Special counsel Robert Mueller, who had disagreements with the way Attorney General William Barr handled his report on Russian interference in the 2016 presidential election, said on Wednesday that he does not believe Barr acted in bad faith.
“We appreciate that the attorney general made the report largely public,” Mueller said in a statement at the Justice Department, his first — and, he said, his last — public comments since being appointed special counsel. “And I certainly do not question the attorney general’s good faith in that decision.”
President Trump claimed vindication on the basis of Barr’s summary. Democrats objected that the favorable impression it created had become fixed in the public mind before the release of the report, which was much more critical of Trump’s actions.
In a subsequent letter to Barr, Mueller complained that the summary “did not fully capture the context, nature, and substance of this office’s work and conclusions.”
Barr defended his handling of the Mueller report in testimony to the Senate Judiciary Committee earlier this month.
“Bob Mueller is the equivalent of a U.S. attorney,” Barr said. “He was exercising the powers of the attorney general subject to the supervision of the attorney general. He’s part of the Department of Justice. His work concluded when he sent his report to the attorney general. At that point, it was my baby.”
Barr noted that it was his decision to make a redacted version of the Mueller report public to “lean as far forward as I could.”
“It was my decision how and when to make it public,” he said, “not Bob Mueller’s.”
Mueller said Wednesday that the report should be considered his own public testimony on the matter.
“We chose those words carefully, and the work speaks for itself,” he said. “The report is my testimony.”
In his report, Mueller found no conspiracy between Russia and Trump’s campaign. But he chronicled at least 10 episodes of efforts by Trump or his staff to obstruct the federal probe. Although the special counsel declined to charge Trump with obstruction of justice, he explicitly refused to exonerate the president.
He reiterated that point Wednesday.
“If we had confidence that the president had clearly not committed a crime, we would have said so,” Mueller said.
Trump responded to Mueller’s statement in a tweet.
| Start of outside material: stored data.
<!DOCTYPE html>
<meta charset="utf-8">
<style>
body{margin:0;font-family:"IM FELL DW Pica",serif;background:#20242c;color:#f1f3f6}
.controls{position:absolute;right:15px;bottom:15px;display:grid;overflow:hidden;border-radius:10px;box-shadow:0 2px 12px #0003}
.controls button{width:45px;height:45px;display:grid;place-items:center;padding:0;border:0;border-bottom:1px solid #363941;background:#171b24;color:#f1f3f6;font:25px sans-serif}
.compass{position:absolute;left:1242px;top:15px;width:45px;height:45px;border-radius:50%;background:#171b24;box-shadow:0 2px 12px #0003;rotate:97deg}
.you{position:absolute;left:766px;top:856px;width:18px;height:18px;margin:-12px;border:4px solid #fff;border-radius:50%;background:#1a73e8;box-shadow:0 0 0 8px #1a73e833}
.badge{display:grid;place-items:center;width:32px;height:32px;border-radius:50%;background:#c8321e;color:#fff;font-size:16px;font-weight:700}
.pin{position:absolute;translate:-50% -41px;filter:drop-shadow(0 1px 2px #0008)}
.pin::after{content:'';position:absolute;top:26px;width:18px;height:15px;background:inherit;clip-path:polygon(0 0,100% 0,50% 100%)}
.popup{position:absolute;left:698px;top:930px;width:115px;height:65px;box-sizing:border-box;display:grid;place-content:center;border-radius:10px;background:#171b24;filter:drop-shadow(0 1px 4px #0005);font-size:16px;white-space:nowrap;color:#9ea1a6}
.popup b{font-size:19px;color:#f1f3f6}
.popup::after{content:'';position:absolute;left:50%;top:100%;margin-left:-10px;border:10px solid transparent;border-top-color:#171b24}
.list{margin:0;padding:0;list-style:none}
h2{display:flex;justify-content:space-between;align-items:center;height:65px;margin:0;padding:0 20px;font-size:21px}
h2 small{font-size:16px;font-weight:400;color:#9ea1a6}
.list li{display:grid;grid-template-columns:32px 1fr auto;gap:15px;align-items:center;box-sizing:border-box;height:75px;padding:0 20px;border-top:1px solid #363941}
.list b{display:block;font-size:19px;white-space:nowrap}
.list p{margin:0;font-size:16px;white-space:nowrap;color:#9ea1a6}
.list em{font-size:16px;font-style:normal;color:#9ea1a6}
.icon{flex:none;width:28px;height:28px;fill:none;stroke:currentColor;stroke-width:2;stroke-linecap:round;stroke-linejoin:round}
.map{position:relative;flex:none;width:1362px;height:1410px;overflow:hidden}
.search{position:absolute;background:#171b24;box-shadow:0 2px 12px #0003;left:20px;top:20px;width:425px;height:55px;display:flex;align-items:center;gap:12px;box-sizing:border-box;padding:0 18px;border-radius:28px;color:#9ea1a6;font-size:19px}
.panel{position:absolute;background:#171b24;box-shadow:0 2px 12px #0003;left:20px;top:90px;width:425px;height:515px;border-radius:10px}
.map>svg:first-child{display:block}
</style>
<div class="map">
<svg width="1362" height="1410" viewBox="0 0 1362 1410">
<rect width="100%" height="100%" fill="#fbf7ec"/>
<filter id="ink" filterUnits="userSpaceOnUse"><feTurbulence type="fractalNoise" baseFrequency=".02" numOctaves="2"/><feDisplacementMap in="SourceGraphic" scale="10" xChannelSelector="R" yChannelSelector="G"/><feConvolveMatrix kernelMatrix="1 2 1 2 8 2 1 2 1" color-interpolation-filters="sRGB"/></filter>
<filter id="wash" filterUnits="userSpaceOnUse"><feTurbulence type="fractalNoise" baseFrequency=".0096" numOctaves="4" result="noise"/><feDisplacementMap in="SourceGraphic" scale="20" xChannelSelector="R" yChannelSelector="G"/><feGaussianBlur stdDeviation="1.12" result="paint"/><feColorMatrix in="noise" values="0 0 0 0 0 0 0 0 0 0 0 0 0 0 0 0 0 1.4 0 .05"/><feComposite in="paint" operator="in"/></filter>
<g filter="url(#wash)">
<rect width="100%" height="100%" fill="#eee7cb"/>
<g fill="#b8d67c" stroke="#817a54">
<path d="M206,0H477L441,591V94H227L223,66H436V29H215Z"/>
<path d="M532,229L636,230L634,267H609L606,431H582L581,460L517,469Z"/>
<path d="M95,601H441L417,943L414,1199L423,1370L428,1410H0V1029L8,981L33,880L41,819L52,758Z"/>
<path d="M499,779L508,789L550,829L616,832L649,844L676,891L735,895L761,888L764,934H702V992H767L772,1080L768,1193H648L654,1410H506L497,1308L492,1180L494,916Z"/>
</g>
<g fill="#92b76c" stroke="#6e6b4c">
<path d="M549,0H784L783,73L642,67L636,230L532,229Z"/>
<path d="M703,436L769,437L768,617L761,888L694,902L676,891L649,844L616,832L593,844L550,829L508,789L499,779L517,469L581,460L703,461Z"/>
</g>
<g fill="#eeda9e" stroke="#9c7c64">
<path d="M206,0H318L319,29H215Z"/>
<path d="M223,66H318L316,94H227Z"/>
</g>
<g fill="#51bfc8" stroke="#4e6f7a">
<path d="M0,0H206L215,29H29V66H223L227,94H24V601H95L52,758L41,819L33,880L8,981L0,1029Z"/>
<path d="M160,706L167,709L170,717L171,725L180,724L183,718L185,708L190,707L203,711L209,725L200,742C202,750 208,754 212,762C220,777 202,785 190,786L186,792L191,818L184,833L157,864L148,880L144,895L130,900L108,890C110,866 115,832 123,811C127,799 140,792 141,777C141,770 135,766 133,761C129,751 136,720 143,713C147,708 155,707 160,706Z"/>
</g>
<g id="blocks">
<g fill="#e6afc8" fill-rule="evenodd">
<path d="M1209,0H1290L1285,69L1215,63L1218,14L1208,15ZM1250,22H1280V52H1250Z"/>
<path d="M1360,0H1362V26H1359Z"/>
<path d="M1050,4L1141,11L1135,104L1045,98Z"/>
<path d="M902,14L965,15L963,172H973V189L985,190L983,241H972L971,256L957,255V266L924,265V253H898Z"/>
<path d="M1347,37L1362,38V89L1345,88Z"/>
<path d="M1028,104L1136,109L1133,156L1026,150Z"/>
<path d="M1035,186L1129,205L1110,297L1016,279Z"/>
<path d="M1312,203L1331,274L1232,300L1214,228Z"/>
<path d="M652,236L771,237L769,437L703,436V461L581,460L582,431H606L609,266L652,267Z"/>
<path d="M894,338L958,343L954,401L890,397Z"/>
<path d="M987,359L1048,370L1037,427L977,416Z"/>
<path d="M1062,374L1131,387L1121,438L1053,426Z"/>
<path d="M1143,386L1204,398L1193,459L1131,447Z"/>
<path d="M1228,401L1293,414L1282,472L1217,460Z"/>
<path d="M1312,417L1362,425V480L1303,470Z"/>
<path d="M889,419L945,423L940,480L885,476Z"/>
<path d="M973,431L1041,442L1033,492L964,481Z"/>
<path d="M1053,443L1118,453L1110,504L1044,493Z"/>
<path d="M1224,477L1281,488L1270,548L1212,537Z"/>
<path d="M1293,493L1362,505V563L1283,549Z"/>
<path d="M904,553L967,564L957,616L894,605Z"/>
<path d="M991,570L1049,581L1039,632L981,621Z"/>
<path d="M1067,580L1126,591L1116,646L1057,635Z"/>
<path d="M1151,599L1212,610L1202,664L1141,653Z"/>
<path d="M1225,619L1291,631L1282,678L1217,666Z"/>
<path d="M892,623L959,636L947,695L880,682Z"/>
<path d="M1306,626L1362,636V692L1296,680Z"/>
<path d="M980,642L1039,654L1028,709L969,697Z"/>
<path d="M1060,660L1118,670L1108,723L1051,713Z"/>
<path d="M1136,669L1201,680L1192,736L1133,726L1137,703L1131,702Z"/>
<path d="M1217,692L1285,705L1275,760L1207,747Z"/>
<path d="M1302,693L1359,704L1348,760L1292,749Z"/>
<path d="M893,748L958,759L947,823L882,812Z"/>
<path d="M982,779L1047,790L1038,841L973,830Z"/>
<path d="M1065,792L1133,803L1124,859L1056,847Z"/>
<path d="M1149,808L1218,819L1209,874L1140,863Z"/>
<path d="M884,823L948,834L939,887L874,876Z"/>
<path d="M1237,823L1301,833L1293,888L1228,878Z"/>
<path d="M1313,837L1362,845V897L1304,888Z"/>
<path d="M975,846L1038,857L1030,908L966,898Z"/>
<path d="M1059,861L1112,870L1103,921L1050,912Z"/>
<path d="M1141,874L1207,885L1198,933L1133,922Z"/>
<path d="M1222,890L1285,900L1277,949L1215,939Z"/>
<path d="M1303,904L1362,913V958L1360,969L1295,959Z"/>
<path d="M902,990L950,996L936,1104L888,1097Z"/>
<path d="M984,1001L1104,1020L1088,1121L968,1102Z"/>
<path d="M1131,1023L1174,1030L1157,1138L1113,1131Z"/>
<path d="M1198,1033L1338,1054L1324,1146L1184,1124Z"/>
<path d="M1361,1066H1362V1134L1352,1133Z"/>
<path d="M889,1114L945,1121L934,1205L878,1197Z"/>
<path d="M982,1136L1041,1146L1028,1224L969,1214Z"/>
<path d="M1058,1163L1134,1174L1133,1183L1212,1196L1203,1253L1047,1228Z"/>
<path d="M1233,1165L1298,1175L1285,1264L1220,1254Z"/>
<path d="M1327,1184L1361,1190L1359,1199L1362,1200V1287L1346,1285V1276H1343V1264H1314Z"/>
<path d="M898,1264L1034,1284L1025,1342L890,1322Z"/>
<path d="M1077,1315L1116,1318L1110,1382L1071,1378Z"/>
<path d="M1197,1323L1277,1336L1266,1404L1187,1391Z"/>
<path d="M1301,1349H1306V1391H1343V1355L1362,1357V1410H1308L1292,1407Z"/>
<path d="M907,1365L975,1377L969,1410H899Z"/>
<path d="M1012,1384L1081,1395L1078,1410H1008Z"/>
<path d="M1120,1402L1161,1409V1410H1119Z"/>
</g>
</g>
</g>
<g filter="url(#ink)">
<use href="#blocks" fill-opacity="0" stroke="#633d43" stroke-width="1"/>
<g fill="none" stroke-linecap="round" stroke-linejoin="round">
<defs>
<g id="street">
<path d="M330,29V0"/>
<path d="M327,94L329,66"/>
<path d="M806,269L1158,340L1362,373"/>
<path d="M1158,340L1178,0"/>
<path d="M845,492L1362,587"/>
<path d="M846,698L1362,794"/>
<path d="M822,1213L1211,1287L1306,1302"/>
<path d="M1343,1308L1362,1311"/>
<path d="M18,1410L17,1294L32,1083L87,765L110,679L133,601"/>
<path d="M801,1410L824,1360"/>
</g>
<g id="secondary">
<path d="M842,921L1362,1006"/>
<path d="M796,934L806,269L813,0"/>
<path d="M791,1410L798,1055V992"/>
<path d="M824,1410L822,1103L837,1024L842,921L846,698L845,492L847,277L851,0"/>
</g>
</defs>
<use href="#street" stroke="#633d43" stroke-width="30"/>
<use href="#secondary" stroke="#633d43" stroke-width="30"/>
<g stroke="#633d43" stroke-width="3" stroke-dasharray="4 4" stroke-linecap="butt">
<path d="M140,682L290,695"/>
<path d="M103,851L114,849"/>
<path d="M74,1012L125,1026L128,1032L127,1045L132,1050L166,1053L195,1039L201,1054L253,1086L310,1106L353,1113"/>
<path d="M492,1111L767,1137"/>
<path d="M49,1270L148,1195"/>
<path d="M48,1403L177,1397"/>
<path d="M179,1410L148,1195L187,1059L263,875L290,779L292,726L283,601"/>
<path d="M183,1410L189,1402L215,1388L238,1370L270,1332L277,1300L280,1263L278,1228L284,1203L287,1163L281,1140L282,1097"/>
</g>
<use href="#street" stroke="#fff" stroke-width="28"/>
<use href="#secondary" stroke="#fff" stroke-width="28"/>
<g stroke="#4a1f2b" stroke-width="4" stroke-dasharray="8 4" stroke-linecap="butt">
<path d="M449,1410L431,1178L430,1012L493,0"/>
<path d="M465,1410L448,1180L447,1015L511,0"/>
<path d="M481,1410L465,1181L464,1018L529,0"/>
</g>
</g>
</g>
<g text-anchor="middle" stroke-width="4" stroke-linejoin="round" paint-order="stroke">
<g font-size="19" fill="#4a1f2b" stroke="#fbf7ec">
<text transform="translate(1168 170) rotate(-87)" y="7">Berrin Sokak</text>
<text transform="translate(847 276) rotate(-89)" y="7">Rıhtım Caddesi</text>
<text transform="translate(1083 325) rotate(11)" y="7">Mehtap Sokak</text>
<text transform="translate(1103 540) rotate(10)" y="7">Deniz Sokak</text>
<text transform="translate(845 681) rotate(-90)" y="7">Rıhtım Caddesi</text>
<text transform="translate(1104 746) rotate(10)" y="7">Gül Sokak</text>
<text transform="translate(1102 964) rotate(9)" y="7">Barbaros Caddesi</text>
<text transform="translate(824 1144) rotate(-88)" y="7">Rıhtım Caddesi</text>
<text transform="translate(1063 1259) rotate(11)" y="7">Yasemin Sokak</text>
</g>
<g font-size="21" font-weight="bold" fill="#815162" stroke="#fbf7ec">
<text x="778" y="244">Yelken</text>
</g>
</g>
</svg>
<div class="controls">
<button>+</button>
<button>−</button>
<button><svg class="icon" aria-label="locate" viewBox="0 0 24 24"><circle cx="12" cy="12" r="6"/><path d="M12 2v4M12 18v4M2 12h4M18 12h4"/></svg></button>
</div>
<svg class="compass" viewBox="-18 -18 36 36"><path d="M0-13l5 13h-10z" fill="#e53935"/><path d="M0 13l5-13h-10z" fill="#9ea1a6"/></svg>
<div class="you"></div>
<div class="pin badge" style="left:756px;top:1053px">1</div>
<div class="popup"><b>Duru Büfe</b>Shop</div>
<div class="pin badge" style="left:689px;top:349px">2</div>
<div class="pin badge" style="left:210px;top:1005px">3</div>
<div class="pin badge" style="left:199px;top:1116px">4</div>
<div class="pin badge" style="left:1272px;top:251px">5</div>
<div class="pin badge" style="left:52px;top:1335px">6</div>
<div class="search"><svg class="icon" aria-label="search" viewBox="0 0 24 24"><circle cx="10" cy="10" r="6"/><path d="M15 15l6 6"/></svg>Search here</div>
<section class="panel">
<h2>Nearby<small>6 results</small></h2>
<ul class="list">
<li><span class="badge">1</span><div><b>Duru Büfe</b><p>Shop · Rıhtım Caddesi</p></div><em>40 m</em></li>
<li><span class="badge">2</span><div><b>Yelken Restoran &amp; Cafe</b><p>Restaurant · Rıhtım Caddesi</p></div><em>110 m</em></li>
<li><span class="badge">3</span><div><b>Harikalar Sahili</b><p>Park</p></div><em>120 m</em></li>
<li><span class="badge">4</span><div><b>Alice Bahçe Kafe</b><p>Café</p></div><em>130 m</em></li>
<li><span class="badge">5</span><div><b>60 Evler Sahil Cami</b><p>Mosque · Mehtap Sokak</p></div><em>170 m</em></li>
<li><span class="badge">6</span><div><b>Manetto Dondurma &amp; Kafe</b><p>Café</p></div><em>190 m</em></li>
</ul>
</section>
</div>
Nothing changes from the Mueller Report. There was insufficient evidence and therefore, in our Country, a person is innocent. The case is closed! Thank you.
— Donald J. Trump (@realDonaldTrump) May 29, 2019
The White House responded in a separate statement attributed to press secretary Sarah Sanders.
“The report was clear — there was no collusion, no conspiracy — and the Department of Justice confirmed there was no obstruction,” Sanders said. “Special counsel Mueller also stated that Attorney General Barr acted in good faith in his handling of the report. After two years, the special counsel is moving on with his life, and everyone else should do the same.”